Love to Serve News March 1, 2000

Cami Benjamin retired from the WTA Tour in 1996.  She was formerly ranked in the top
30, and had a career that spanned over 14 years.  In 1984 she reached the semi-finals of the French Open.  Since her retirement, she has spent 2 years studying in Germany, and is currently studying at UCLA in Los Angeles.

"I grew up in a loving, supportive 2-parent home with a heavy Christian influence.  Even though my parents didn't go to church often (they couldn't agree on where to take us), they taught my sister and me the 10 Commandments from when we were very young, and they taught us to love and believe in and fear God.

However, until I was 18, God was just a being or presence somewhere out there.  I thought that I was a good person, and as long as I tried my best to live by the 10 Commandments and didn't kill anyone or mess up too badly, that hopefully I'd make it to Heaven.  The summer I turned 18 was when I had to find out that either God was real and there was more to life than what meets the eye, or there is no God and thus no real meaning or significance to life, that we're all just cosmic accidents with no future, that Mother Teresa has the same fate as Hitler, leaving us to question why we're here and to grab desperately at the wrong things to try to give us significance.

As I look back on it now, I can see how the Lord was pulling out all of my safety mats, to bring me to a point where I was willing and able to look hard and deep at my life, what it meant, where I fit in to the world, if one can be sure of getting to Heaven.  It was the summer when I had my best result in tennis -- I reached the semi-finals of the 1984 French Open.  While  everyone around me was going crazy about it, I remember thinking, "So this is it?  This is 'success', what I've been working so hard to achieve?"  It was so short-lived, shallow, and unfulfilling.  When I returned home from this summer trip in Europe, I faced death in going to my grandfather's funeral.  He was an incredibly caring, loving, gentle man, and I wondered, "Can you know for sure that he's going to Heaven?  Was he good enough for God to accept him up there?  Can anyone be sure?"  Then a few weeks later, my best friend really let me down, and it hurt me deeply.  I was unhappy on the road playing the tour even though I was having the best year of my career.  I had just turned 18, and I was really struggling with my sense of identity and purpose.  I'd been travelling the world chasing a little yellow tennis ball and trying to hit it over a net and inside some lines on a little court;  surely there must be some greater meaning and fulfillment.
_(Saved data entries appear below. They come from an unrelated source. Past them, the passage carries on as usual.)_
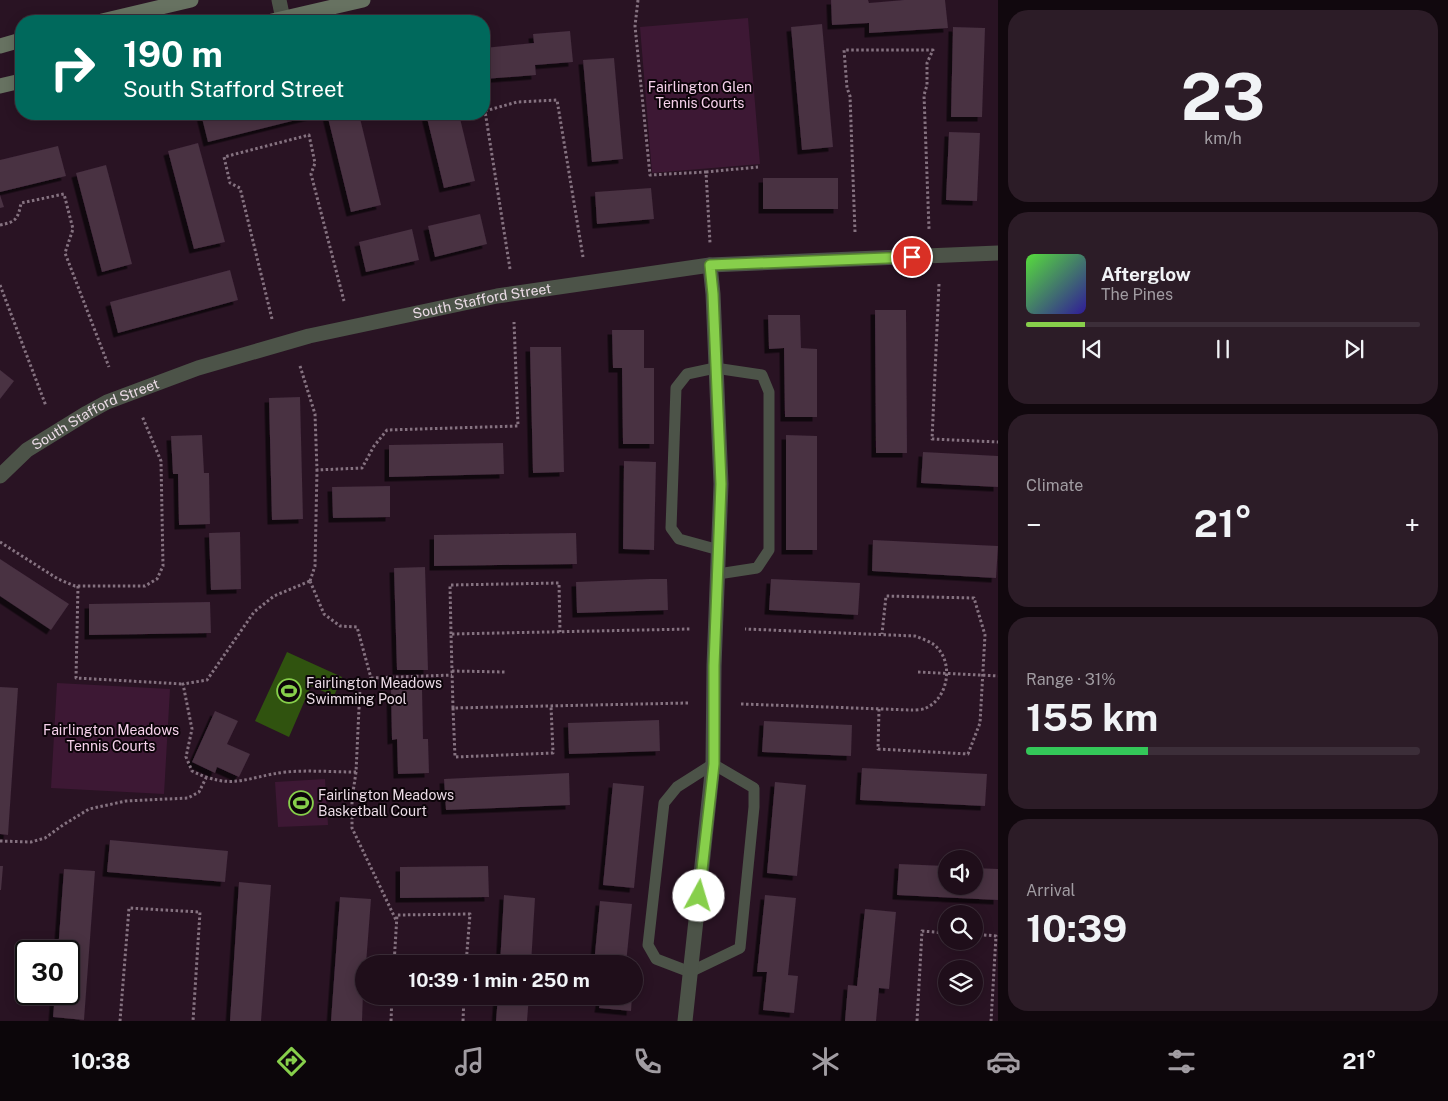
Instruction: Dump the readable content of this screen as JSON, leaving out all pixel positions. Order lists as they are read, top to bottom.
{
  "streets": {
    "street": ["South Stafford Street"]
  },
  "parks": ["Fairlington Glen Tennis Courts", "Fairlington Meadows Tennis Courts"],
  "places": {
    "sports": ["Fairlington Meadows Swimming Pool", "Fairlington Meadows Basketball Court"]
  },
  "page": {
    "tile": [
      ["23", "km/h"],
      "Climate",
      ["Range · 31%", "155 km"],
      ["Arrival", "10:39"]
    ],
    "turn": ["190 m", "South Stafford Street"],
    "song": ["Afterglow", "The Pines"],
    "heat": ["−", "21°", "+"],
    "limit": "30",
    "trip": "10:39 · 1 min · 250 m",
    "tabs": ["10:38", "21°"]
  }
}
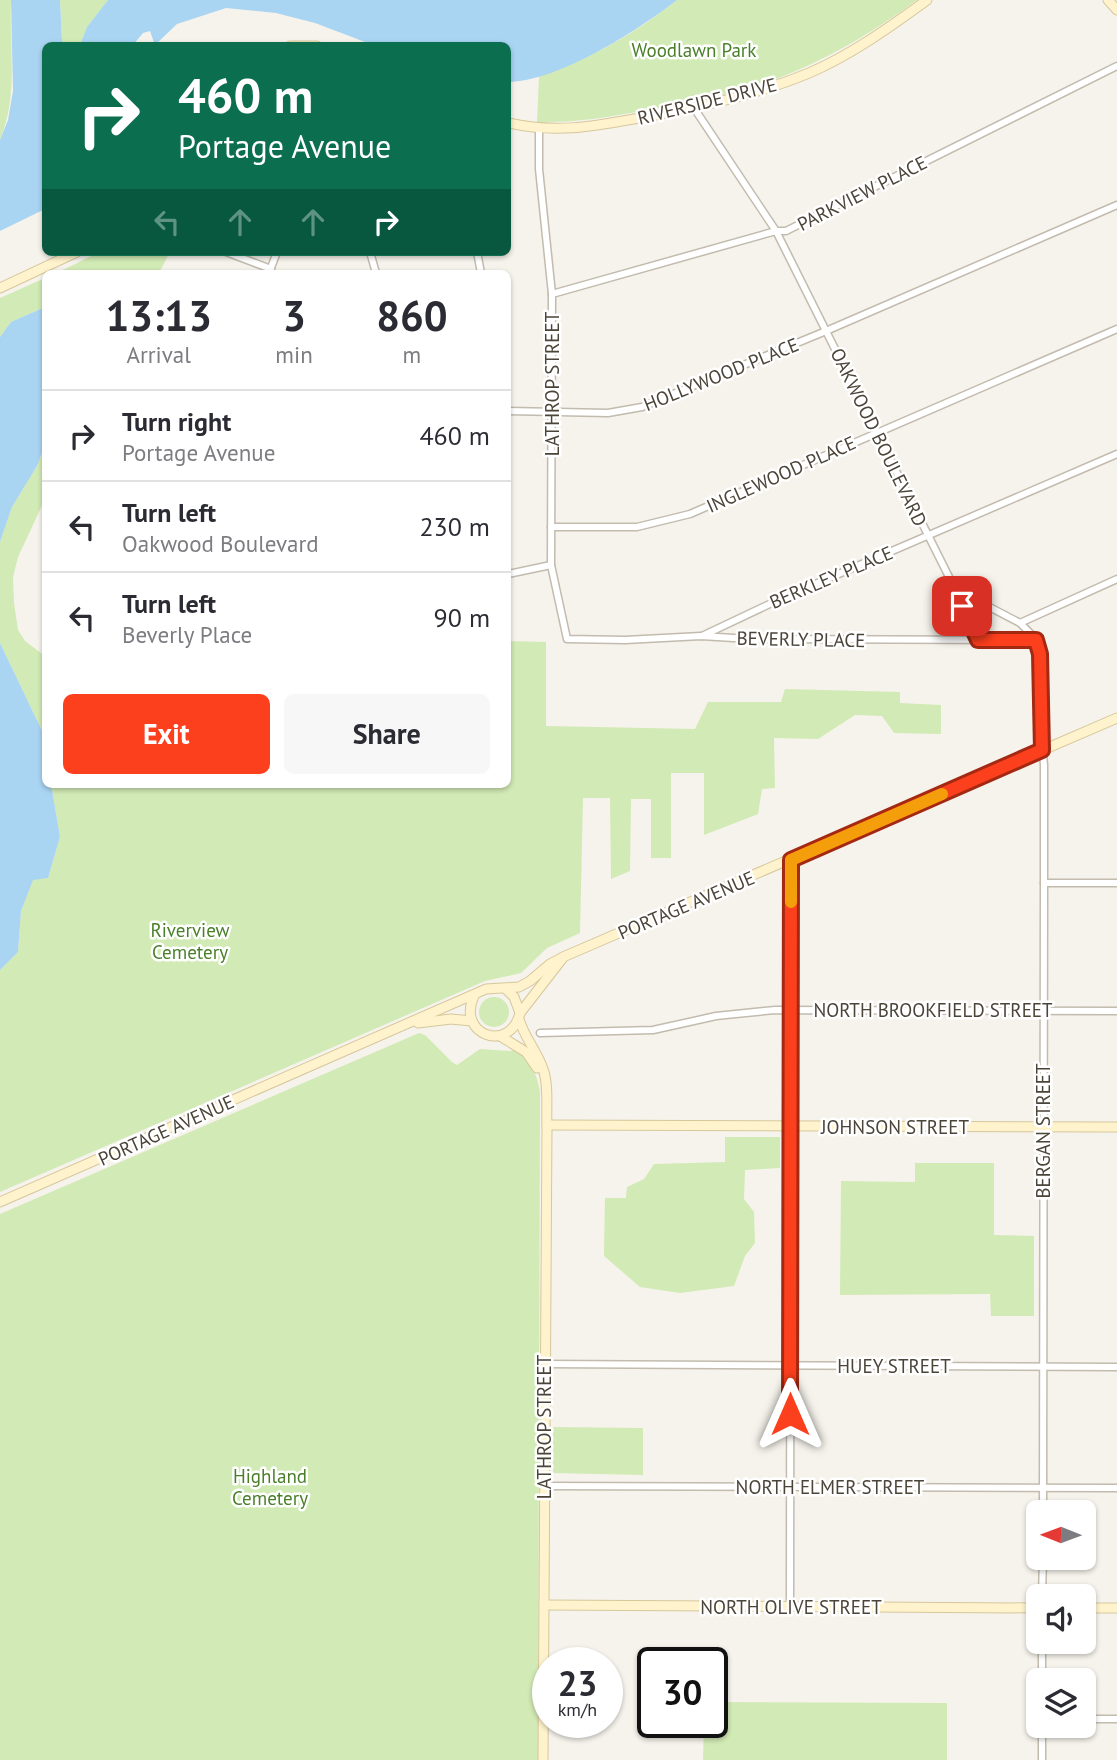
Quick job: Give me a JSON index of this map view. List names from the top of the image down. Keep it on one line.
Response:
{"streets":{"street":["RIVERSIDE DRIVE","PARKVIEW PLACE","HOLLYWOOD PLACE","LATHROP STREET","OAKWOOD BOULEVARD","INGLEWOOD PLACE","BERKLEY PLACE","BEVERLY PLACE","PORTAGE AVENUE","NORTH BROOKFIELD STREET","JOHNSON STREET","BERGAN STREET","HUEY STREET","NORTH ELMER STREET","NORTH OLIVE STREET"]},"crossings":[["RIVERSIDE DRIVE","LATHROP STREET"],["RIVERSIDE DRIVE","OAKWOOD BOULEVARD"],["PARKVIEW PLACE","LATHROP STREET"],["PARKVIEW PLACE","OAKWOOD BOULEVARD"],["HOLLYWOOD PLACE","LATHROP STREET"],["HOLLYWOOD PLACE","OAKWOOD BOULEVARD"],["LATHROP STREET","INGLEWOOD PLACE"],["LATHROP STREET","BEVERLY PLACE"],["LATHROP STREET","PORTAGE AVENUE"],["LATHROP STREET","JOHNSON STREET"],["LATHROP STREET","HUEY STREET"],["LATHROP STREET","NORTH ELMER STREET"],["LATHROP STREET","NORTH OLIVE STREET"],["OAKWOOD BOULEVARD","INGLEWOOD PLACE"],["OAKWOOD BOULEVARD","BERKLEY PLACE"],["BERKLEY PLACE","BEVERLY PLACE"],["PORTAGE AVENUE","BERGAN STREET"],["NORTH BROOKFIELD STREET","BERGAN STREET"],["JOHNSON STREET","BERGAN STREET"],["BERGAN STREET","HUEY STREET"],["BERGAN STREET","NORTH ELMER STREET"]],"parks":["Woodlawn Park","Riverview Cemetery","Highland Cemetery"],"north":"left","page":{"turn":["460 m","Portage Avenue"],"eta":["13:13","Arrival","3","min","860","m"],"list":[{"name":"Turn right","note":"Portage Avenue","value":"460 m"},{"name":"Turn left","note":"Oakwood Boulevard","value":"230 m"},{"name":"Turn left","note":"Beverly Place","value":"90 m"}],"buttons":["Exit","Share"],"speed":"23 km/h","limit":"30"}}
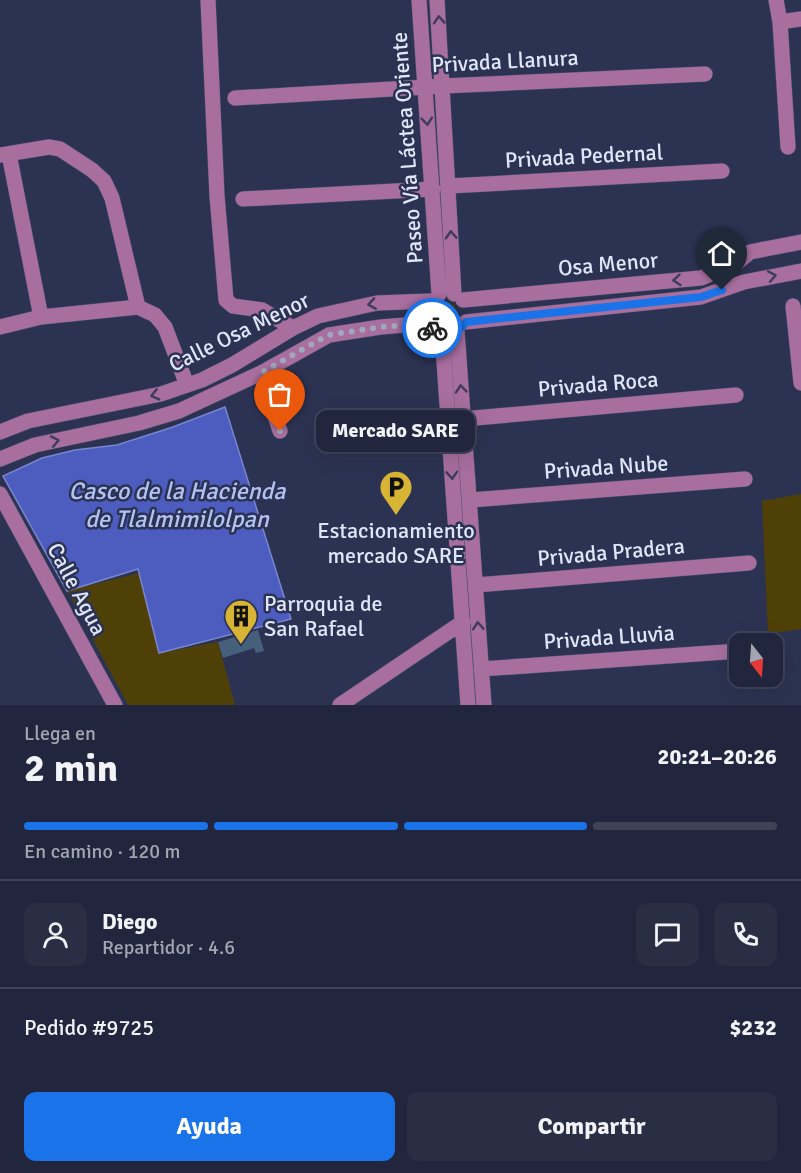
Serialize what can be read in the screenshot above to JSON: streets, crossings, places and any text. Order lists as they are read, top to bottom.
{
  "streets": {
    "street": [
      "Privada Llanura",
      "Paseo Vía Láctea Oriente",
      "Privada Pedernal",
      "Osa Menor",
      "Calle Osa Menor",
      "Privada Roca",
      "Privada Nube",
      "Privada Pradera",
      "Calle Agua",
      "Privada Lluvia"
    ]
  },
  "crossings": [
    ["Privada Llanura", "Paseo Vía Láctea Oriente"],
    ["Paseo Vía Láctea Oriente", "Osa Menor"],
    ["Paseo Vía Láctea Oriente", "Calle Osa Menor"],
    ["Osa Menor", "Calle Osa Menor"]
  ],
  "water": ["Casco de la Hacienda de Tlalmimilolpan"],
  "places": {
    "other": ["Mercado SARE"],
    "parking": ["Estacionamiento mercado SARE"],
    "building": ["Parroquia de San Rafael"]
  },
  "north": "bottom",
  "page": {
    "bubble": "Mercado SARE",
    "heading": ["2 min", "Llega en", "20:21–20:26"],
    "panel": [
      "Diego",
      "Repartidor · 4.6",
      "Pedido #9725",
      "$232"
    ],
    "bar": "En camino · 120 m",
    "buttons": ["Ayuda", "Compartir"]
  }
}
This allowed me to get to a point of near crisis, where something had to give.  I cried out to God, and hoped He was there to hear me.  Well, the Lord had His loving, gracious hand on me, and He placed a Christian lady in my life who gave me a book which transformed my life.  The book was called "The Spirit-Controlled Temperament", by Tim LaHaye.  The book basically introduces Jesus Christ as the Savior and enabler to turn our personality
weaknesses into strengths.  Up to that point, I thought I was a Christian;  I was as much as I knew to be, in that I loved God, and tried to be good.  But He was always very distant, not personal to me, too busy, important, and/or far away to be bothered with my petty self, or so I thought.  But I was basically a good person, I hoped good enough for Him to let me in.
Yet even though I'd avoided most of the pitfalls that trap many teenagers into compromise, I still know I did and thought wrong things and was unable to live without sinning.  Once I came to understand how Jesus came to sacrifice His perfect life for our sins, I entered into a personal relationship with God through the atoning blood of Jesus.  Until I read that book, I always thought that I had to somehow earn my salvation with good works or being a "good person."

Through all my years, growing up, I never recall hearing that NONE of us can save ourselves, that we CANNOT  EARN salvation, that this is the whole point of why Jesus lived but more importantly died, to pay the price for all of our sins that we could never pay.  I'd missed the whole point of Christmas all those years.  Then, I was so relieved to discover that I didn't have to earn my salvation, that it was a free gift !!!  Once I realized this most wonderful gift from God, I gladly accepted Jesus to be my Savior and Lord, and allowed Him to lead me in this adventure called life.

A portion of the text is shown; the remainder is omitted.